そして、シェイクは基本的にハードシェイクで振る。柔らかいシェイクで作ったものに比べ、比較にならないほど口当たりが優しくなる。ジンの様に40度を超える強い酒の場合、口当たりが優しいことは、美味と同義だ。

ハードシェイクによって細かい気泡がカクテルを白く見せる

飲んでみる。
正直、イマイチだ。
全体にパンチ力がなく、インパクトに欠ける。間違いなくコアントローからトリプルセックに変えた弊害だ。
原因は、香りが弱いことだと分析する。もう少し、トリプルセックの比率を上げてみることを考えたが、頭の中ですぐに否定した。きっと甘くなりすぎてしまう。

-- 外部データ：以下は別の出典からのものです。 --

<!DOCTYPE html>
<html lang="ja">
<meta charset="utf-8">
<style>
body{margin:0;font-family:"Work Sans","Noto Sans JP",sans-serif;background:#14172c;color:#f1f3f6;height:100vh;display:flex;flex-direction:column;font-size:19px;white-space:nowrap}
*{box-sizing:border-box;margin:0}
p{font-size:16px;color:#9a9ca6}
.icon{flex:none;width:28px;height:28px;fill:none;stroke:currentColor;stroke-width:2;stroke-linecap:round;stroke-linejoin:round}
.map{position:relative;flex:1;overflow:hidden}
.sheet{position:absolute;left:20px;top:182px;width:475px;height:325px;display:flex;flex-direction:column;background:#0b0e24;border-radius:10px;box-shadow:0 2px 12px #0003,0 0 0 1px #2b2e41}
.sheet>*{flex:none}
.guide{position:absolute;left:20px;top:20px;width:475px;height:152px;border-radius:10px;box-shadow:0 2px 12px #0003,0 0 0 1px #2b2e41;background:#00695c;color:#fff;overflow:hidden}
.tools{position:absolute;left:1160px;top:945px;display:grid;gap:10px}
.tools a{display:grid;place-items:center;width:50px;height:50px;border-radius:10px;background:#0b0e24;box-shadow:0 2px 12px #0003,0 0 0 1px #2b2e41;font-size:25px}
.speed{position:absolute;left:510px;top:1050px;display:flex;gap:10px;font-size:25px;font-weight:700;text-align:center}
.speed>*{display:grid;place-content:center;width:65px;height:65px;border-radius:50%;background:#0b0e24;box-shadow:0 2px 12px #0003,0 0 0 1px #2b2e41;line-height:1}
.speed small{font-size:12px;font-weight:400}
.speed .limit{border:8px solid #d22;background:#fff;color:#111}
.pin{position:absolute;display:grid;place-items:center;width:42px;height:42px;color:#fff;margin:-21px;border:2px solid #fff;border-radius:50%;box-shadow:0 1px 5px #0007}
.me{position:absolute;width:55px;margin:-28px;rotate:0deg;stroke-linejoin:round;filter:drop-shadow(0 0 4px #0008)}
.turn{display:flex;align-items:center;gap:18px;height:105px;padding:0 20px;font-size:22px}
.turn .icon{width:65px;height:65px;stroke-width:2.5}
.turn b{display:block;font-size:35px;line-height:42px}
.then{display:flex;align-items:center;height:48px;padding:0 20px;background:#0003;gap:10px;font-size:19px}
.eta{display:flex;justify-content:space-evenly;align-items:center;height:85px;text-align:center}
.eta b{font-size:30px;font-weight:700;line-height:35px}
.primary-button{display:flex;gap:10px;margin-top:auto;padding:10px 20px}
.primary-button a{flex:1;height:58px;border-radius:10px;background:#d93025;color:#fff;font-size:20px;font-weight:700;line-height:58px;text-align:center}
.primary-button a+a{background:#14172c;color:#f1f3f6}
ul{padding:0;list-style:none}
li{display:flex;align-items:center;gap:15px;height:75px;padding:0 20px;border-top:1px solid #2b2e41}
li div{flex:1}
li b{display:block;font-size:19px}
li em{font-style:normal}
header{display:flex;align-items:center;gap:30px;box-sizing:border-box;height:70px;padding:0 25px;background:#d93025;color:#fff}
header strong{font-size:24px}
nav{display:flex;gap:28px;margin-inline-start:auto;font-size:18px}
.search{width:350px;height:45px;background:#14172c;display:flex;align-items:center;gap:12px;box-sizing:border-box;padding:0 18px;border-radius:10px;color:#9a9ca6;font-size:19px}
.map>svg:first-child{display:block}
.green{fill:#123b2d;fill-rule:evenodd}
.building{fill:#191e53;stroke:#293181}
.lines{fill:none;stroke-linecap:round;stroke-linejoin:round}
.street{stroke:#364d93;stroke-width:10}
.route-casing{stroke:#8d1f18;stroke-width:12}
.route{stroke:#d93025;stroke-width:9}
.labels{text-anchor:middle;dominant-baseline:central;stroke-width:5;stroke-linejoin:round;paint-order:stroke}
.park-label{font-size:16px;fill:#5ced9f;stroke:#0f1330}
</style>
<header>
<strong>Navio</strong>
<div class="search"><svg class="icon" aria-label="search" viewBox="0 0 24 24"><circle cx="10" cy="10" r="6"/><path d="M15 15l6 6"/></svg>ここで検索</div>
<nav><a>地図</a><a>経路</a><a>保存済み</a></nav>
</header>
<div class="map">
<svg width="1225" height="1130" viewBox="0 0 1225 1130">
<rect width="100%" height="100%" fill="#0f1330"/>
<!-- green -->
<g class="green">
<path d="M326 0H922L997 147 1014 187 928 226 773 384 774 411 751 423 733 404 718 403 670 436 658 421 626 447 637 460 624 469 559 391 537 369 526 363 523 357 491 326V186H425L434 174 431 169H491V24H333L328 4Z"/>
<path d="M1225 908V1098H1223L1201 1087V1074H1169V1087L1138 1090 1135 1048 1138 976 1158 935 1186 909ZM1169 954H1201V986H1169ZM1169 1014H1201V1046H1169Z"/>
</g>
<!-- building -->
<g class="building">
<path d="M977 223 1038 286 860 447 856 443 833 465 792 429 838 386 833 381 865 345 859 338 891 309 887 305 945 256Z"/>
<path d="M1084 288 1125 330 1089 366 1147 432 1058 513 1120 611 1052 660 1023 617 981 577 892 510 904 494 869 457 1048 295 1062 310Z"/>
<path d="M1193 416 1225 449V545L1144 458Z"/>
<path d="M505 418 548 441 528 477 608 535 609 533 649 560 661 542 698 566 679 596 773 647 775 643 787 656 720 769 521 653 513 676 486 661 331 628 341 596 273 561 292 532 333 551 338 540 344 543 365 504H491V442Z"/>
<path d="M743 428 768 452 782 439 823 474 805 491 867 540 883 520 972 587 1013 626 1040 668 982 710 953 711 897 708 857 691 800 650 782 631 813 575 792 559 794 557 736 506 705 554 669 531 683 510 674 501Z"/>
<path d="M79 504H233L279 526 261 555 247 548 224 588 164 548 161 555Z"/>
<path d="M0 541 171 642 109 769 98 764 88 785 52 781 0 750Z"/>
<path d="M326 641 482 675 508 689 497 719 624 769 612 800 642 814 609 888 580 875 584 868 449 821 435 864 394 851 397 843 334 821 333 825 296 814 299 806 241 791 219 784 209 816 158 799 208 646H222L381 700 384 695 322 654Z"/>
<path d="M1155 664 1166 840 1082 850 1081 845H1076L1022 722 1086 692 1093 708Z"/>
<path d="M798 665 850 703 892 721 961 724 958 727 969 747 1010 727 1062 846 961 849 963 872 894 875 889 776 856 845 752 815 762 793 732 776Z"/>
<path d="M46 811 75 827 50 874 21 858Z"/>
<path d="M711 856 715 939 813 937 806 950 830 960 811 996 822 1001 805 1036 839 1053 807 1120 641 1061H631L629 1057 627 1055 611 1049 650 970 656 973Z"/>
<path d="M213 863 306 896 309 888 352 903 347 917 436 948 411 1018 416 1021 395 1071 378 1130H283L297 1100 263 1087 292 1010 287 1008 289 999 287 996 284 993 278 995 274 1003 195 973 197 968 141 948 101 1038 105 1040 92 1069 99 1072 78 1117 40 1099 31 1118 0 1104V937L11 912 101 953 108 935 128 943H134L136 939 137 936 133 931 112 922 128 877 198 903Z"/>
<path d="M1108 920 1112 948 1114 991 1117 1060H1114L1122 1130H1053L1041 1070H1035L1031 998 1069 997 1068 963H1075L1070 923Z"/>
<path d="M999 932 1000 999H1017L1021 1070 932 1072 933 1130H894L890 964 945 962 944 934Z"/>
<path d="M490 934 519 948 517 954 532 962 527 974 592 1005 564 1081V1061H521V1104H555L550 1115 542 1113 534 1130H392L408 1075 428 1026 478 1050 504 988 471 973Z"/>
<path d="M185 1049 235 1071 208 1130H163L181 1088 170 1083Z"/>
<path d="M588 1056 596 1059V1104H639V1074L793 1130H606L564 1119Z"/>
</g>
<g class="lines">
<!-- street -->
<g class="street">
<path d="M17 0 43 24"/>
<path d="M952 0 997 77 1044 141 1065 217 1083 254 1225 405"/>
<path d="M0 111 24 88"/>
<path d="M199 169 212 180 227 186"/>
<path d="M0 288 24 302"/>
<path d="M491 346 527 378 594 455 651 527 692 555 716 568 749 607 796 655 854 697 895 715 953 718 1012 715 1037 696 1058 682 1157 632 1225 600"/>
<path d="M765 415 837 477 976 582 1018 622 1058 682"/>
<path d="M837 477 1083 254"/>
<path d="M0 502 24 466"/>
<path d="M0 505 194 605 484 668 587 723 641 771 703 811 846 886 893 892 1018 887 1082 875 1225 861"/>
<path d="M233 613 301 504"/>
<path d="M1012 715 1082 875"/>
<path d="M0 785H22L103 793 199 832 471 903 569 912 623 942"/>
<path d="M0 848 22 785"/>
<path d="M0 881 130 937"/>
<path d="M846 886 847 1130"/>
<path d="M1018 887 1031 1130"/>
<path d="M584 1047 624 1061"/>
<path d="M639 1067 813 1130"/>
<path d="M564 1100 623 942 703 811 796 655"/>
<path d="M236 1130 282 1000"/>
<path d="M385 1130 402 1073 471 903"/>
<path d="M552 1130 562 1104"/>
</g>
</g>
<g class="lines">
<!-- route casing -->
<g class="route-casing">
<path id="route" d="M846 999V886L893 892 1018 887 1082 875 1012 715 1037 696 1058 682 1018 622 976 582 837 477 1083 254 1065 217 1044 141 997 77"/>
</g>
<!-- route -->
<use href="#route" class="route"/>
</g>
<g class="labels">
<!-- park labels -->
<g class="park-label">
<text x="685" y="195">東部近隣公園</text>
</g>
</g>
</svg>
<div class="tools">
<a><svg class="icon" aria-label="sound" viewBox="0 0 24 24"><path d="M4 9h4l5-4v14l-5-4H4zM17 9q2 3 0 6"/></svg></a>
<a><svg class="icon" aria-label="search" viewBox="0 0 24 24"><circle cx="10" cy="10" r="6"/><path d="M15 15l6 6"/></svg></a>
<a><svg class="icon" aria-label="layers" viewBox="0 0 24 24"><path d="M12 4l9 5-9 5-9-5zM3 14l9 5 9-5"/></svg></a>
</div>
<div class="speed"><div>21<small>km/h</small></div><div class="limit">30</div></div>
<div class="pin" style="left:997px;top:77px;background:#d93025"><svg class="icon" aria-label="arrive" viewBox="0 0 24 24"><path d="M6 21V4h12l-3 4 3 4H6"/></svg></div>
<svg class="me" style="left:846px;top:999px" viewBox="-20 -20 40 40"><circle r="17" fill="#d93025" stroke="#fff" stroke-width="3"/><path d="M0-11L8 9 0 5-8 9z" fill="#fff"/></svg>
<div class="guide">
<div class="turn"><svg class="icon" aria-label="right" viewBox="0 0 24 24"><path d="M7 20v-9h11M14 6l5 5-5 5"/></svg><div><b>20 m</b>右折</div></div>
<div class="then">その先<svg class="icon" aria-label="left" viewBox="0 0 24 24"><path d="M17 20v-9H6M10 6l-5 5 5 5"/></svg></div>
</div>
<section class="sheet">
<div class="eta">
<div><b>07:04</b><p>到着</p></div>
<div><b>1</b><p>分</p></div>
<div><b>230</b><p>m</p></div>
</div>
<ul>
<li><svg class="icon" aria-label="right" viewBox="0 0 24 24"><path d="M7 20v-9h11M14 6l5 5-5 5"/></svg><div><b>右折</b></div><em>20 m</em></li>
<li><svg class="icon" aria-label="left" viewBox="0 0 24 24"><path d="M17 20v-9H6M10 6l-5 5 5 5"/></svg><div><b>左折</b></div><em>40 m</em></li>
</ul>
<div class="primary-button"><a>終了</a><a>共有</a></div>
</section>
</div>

そこで、ハードシェイクをやめ、柔らかいシェイクで作ってみることにした。

ビンゴ!
いつもよりジンの角が残るが、かえってそれがトリプルセックの無駄な甘みを相殺するのに一役買っている。強くシェイクしないことで、香りが残り、十分合格点を出せるホワイトレディが完成した。

コアントローだけでなく、多くの酒の値上がりが止まらない。
今まで使っていたのに、代えざるを得ない銘柄も出てくると思う。

でもそれも、今回の様に、新しいレシピ考案の如く、試行錯誤する時間もまた楽しいのである。
バーテンダーの経験があって、本当に良かった。一生楽しめるな。